Environmental policy is one of the most important of EU legislation. The EU is the leading authority in this area with up to 80% of UK legislation on environmental affairs estimated to come from the EU. However, critics of EU environmental policy question the efficiency of some measures, arguing that the cost of complying with these regulations leaves European business uncompetitive, especially in the face of increased competition from countries such as China and India, which do not have such strict environmental rules. How the EU's environmental policy generates business opportunities for EU companies in the EU members' states? Firstly, to understand these phenomena, we are going to explain the history of environmental policy and to see the different changes about the enlargement of the European Union. Secondly, we talk about the EU's environmental policy generates business opportunities for EU companies in the new EU. Thirdly, Turkey is one of the accession countries. I - Environmental policy of the European Union
Environmental policy is a relatively recent EU policy area. Environmental protection was not mentioned in the Treaty of Rome (1958), and it was not until 1972 that the first of a series of European Environmental Action Plans (EAP) was launched. The Single European Act (1986) marked the beginning of a more prominent role for environmental protection in EU policy-making, introducing the principal that environmental protection should be considered in all new Community legislation. EU environmental policy was substantially expanded by the Treaties of Maastricht (1992) and Amsterdam (1997), which made sustainable development one of the EU's central objectives. Sustainable development also forms a key part of the Europe 2020 Strategy, which underpins all EU policy regarding the single market. The Lisbon Treaty (2007) reiterated the objective of sustainable development and, in 2010; the EU renewed a number of environmental Directives to ensure they comply with the Lisbon Treaty.
2) EU Legislation
The European Union applies environmental standards among the highest in the world. They are the result of decades of work. Today, the priorities are: the protection wildlife and the more efficient use of natural resources. These objectives also contribute to economic growth, because they stimulate innovation and entrepreneurship. The EU environmental policy operates in several sectors, they are seven different sectors and I explain them.
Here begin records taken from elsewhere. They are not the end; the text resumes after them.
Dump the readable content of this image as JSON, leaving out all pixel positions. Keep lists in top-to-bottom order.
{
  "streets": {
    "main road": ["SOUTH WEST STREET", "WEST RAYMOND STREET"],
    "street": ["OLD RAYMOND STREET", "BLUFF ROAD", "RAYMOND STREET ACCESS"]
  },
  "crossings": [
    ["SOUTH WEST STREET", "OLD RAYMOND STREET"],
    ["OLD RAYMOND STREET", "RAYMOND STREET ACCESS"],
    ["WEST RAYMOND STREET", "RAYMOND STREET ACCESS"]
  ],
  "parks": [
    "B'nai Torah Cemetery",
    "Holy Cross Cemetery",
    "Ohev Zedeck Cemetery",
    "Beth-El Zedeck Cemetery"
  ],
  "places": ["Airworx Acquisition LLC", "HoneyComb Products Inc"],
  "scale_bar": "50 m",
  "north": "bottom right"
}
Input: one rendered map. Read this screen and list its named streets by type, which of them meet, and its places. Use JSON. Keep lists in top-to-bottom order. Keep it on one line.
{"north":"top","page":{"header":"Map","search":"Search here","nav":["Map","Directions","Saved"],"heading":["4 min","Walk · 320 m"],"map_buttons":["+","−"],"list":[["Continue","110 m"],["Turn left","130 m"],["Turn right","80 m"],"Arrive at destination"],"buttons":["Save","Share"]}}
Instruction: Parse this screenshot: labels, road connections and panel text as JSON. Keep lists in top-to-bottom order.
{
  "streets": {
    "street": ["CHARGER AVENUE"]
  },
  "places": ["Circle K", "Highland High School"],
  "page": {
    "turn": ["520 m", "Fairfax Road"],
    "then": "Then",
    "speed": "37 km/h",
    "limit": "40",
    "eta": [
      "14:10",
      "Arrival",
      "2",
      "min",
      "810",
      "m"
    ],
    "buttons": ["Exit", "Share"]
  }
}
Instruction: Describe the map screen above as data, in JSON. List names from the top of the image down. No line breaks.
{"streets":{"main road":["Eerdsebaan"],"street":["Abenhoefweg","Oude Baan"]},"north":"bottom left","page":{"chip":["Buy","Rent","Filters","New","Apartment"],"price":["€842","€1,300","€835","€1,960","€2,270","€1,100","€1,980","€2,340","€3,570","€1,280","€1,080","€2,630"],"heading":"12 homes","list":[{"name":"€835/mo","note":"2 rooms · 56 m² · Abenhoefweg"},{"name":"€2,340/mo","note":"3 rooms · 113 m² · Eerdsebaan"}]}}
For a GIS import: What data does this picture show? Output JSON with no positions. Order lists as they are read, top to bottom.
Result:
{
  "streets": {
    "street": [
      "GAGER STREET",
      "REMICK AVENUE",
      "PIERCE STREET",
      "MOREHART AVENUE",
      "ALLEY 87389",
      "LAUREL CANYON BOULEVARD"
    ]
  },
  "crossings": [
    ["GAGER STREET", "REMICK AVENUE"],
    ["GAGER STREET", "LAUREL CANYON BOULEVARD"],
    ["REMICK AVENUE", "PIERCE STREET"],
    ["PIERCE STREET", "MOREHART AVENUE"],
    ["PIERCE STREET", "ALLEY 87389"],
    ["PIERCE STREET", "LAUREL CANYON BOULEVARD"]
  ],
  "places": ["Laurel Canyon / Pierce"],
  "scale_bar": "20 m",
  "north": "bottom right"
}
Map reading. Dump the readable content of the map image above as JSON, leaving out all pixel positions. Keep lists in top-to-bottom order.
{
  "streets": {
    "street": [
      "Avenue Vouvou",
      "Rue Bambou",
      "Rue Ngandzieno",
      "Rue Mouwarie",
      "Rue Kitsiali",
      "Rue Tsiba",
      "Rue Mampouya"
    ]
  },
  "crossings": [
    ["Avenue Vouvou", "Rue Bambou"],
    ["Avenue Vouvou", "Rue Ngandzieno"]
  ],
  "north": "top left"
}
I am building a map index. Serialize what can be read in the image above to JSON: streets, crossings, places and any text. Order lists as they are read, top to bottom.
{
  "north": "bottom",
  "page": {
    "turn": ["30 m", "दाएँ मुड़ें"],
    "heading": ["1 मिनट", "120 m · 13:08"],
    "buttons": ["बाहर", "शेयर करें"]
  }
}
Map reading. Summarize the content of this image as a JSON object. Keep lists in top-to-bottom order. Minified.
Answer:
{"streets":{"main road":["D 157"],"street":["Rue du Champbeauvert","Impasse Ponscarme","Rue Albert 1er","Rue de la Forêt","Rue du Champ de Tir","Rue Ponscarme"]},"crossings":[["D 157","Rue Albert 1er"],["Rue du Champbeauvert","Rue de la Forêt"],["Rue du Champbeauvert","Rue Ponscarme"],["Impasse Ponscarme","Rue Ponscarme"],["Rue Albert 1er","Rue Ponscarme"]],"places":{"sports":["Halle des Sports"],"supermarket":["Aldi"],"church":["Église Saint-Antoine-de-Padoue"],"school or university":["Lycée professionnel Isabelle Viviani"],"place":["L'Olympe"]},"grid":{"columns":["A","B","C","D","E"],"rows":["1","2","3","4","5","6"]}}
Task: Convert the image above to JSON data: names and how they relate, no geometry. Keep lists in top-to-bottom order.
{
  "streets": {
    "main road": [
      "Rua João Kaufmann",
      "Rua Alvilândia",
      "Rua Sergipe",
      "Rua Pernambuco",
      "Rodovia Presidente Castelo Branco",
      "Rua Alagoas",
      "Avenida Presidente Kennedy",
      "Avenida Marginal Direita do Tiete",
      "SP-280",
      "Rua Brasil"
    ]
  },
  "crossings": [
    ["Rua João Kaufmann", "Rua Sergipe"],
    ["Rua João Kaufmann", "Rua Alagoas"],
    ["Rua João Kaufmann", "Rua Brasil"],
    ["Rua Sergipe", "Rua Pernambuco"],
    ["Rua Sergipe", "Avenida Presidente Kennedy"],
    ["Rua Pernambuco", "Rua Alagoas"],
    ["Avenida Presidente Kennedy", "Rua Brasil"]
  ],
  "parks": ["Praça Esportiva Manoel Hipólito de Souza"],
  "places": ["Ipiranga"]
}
Protecting biodiversity:
The EU is committed to the protection of biodiversity, and to halting biodiversity loss within the EU by 2020. Over the last 25 years the EU has built up a vast network of 26.000 protected areas in all the Member States and an area of more than 750.000 km2, which is 18% of the EU’s land area. Known as Natura 2000, it is the largest network of protected areas in the world, and a testament to the importance that EU citizens attach to biodiversity. The legal basis for Natura 2000 comes from the Birds Directive and the Habitats Directive, which form the backbone of the EU's internal biodiversity policy. Air quality:
A clean air supply is essential to our own health and that of the environment. But since the industrial revolution, the quality of the air we breathe has deteriorated considerably - mainly as a result of human activities. Rising industrial and energy production, the burning of fossil fuels and the dramatic rise in traffic on our roads all contribute to air pollution in our towns and cities which, in turn, can lead to serious health problems. For example, air pollution is increasingly being cited as the main cause of lung conditions such as asthma - twice as many people suffer from asthma today compared to 30 years ago. The issue of air quality is still a major concern for many European citizens. It is also one of the areas in which the European Union has been most active. Since the early 1970s, the EU has been working to...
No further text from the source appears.